The primary focus of our law practice is dedicated to helping homeowners save their homes, whether it is from a mortgage foreclosure or a foreclosure by a condo or homeowner association.

Mortgage foreclosure defense is an area of law which changes frequently.  As new issues with mortgages are discovered, defense attorney proffer new arguments in court and the judges rule on these new issues.  The condo and homeowner associations push for new legislation each year to try and resolve the issues they face from the mortgage foreclosures.

The single biggest mistake I see homeowners making is to not pay the association while the bank is foreclosing.  Many owners believe if the mortgage company is foreclosing, the association can’t. That is completely not true and the association can foreclose quickly because there aren’t any defenses available to stall the process.

In recent years the federal bankruptcy courts in Florida have adopted a mortgage modification mediation program for owners to obtain loan modifications through a Chapter 13 bankruptcy.  I have come to realize this is not only a valuable tool to save the home, but makes the most sense.

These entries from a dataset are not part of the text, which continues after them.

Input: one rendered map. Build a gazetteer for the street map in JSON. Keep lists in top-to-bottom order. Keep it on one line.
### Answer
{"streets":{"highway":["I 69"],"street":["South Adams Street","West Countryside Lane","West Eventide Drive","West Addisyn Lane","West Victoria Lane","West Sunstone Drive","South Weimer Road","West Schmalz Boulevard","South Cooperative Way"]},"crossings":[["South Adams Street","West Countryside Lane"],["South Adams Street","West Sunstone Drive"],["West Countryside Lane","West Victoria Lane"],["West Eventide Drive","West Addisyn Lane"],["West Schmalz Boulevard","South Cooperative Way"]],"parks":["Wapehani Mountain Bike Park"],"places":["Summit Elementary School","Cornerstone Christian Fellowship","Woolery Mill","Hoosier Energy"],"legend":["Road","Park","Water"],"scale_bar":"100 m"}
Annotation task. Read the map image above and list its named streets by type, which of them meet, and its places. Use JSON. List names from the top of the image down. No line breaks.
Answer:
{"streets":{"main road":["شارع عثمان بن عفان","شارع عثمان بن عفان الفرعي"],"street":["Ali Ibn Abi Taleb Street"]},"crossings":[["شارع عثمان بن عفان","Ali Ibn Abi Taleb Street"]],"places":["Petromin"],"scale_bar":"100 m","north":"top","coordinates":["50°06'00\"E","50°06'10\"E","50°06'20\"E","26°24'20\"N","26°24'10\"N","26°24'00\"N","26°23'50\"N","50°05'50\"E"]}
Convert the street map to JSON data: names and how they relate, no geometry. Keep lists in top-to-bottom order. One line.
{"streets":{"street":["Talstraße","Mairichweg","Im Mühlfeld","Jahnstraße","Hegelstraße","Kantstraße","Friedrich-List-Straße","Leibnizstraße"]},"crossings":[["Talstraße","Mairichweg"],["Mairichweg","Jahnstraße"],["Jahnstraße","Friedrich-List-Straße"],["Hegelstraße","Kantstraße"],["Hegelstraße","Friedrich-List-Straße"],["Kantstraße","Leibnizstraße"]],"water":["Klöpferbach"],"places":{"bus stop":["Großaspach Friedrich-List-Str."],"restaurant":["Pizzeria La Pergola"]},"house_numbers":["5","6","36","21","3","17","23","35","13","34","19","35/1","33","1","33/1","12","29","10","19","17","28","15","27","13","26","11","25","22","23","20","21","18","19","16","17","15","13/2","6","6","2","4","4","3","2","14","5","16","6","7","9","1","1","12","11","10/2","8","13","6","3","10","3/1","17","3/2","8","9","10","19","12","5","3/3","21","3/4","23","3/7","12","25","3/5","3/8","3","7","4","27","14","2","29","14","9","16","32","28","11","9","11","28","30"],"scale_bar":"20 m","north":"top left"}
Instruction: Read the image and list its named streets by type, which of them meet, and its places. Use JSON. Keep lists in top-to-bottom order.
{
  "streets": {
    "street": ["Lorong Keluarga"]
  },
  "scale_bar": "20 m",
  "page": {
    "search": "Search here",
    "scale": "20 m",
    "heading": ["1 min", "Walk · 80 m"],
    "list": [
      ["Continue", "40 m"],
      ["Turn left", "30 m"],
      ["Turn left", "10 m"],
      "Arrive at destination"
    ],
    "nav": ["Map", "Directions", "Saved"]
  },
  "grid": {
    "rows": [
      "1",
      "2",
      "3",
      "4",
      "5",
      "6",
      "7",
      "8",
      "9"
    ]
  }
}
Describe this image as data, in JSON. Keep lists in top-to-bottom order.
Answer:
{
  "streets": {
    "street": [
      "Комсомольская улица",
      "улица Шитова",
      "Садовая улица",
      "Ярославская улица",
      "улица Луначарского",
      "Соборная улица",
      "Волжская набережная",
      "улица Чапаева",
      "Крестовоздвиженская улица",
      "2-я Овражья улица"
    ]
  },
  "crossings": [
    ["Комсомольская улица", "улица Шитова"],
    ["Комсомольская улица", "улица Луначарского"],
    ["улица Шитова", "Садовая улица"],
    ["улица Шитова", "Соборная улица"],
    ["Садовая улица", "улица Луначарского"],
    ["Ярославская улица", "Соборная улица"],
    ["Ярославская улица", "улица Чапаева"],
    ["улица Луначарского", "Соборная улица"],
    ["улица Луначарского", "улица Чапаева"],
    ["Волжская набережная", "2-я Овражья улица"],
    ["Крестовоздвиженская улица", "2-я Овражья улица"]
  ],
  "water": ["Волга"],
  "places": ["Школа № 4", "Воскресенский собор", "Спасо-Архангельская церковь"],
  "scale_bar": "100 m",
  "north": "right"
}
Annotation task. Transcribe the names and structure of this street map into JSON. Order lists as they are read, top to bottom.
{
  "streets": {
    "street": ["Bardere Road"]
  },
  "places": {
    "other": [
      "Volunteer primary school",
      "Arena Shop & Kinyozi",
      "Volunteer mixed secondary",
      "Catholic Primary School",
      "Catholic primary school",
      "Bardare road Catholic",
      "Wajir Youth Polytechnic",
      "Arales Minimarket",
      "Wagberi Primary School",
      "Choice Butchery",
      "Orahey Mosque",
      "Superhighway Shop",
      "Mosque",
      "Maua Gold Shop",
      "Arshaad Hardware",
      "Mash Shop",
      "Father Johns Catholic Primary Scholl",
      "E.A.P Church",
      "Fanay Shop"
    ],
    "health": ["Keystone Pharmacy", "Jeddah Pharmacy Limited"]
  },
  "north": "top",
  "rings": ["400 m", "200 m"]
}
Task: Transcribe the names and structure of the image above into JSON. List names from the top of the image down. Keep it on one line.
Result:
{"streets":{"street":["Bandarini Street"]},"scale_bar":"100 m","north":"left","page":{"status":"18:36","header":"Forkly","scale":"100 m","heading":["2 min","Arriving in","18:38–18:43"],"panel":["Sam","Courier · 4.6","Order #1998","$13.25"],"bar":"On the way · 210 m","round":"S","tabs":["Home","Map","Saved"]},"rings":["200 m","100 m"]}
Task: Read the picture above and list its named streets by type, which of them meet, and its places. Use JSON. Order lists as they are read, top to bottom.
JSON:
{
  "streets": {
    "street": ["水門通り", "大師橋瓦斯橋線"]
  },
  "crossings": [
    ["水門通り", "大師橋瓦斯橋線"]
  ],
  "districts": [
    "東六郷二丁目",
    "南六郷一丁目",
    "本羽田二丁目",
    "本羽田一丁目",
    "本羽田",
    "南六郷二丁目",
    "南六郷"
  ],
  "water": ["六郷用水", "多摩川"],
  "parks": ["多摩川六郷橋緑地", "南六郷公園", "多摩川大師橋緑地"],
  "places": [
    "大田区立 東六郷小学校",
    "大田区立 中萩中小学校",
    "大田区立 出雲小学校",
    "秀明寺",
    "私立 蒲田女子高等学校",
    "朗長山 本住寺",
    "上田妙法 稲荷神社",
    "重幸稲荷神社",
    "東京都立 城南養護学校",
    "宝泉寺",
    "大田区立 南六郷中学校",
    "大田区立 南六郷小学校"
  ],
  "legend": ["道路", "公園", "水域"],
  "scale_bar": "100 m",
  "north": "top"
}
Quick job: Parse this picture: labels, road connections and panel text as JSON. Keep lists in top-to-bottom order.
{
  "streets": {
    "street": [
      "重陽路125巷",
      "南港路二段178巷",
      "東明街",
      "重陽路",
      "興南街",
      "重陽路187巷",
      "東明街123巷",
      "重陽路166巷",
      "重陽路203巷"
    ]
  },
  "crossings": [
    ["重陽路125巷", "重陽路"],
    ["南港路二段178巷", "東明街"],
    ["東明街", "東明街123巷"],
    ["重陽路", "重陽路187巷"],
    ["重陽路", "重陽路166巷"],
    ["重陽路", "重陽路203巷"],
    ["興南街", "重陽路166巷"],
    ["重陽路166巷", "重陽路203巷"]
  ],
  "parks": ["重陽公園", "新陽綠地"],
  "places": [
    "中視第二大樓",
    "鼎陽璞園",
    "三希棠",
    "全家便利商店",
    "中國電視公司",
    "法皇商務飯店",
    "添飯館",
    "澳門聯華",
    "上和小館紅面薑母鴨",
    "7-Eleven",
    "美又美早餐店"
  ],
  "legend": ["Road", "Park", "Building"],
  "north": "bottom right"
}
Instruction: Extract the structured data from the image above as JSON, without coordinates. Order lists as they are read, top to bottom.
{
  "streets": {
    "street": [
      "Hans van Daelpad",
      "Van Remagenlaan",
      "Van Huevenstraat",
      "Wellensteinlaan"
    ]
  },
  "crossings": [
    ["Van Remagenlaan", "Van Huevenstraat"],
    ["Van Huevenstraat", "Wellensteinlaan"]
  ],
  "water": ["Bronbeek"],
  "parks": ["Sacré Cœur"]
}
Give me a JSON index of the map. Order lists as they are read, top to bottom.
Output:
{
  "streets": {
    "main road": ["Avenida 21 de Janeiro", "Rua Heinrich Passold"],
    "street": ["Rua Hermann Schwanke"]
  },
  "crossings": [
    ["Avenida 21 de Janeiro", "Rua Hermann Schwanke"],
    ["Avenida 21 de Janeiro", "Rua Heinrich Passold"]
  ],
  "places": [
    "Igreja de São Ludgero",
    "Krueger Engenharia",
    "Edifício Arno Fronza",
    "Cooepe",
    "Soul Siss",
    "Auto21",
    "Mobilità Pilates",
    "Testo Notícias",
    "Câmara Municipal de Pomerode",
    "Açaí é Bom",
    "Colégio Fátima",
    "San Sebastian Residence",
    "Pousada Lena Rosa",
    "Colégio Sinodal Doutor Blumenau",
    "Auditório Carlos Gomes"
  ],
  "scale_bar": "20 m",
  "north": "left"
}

Chapter 13 is a restructuring of debt which allows the debtor to retain assets and set up a repayment plan for those debts secured by the home (mortgages, assessment liens).  A Chapter 13 bankruptcy makes sense for a couple reasons:

1. While you are in foreclosure your credit is damaged.  The quicker you resolve it, the quicker you can build credit.

2. The stress of dealing with a foreclosure every day for years is not worth it.

3. Even if you have good arguments and a chance of winning your foreclosure case, there is always the risk you will not win.

I firmly believe the best option is to deal with it head on and resolve it now instead of re-living it day in and day out.

What are the drawbacks?  The biggest drawback is having the first monthly payment for the bankruptcy trustee.  If you’re used to paying your bills each week, you now have to be ready to pay once a month.  There are ways to help make sure you can do this, either by setting up a step plan (lower payments the first few months) or strategically filing so you have a few weeks to save up the first payment.

There are other drawbacks.  Some people have a hard time handing their finances over to the trustee because they are used to being in control of their own money, but if someone has reached the point they are about to lose their home, letting someone else pay your bills could very well be a blessing.  I firmly believe the benefits outweigh the drawbacks.


Florida Homeowners Rights

You need to know your rights and duties. Your best defense is to read and understand your association documents (the Declaration of Restrictive Covenants, the Articles of Incorporation, and the Bylaws) and to understand the Florida Statutes governing homeowners associations (Chapter 720 and Chapter 617 or Chapter 607)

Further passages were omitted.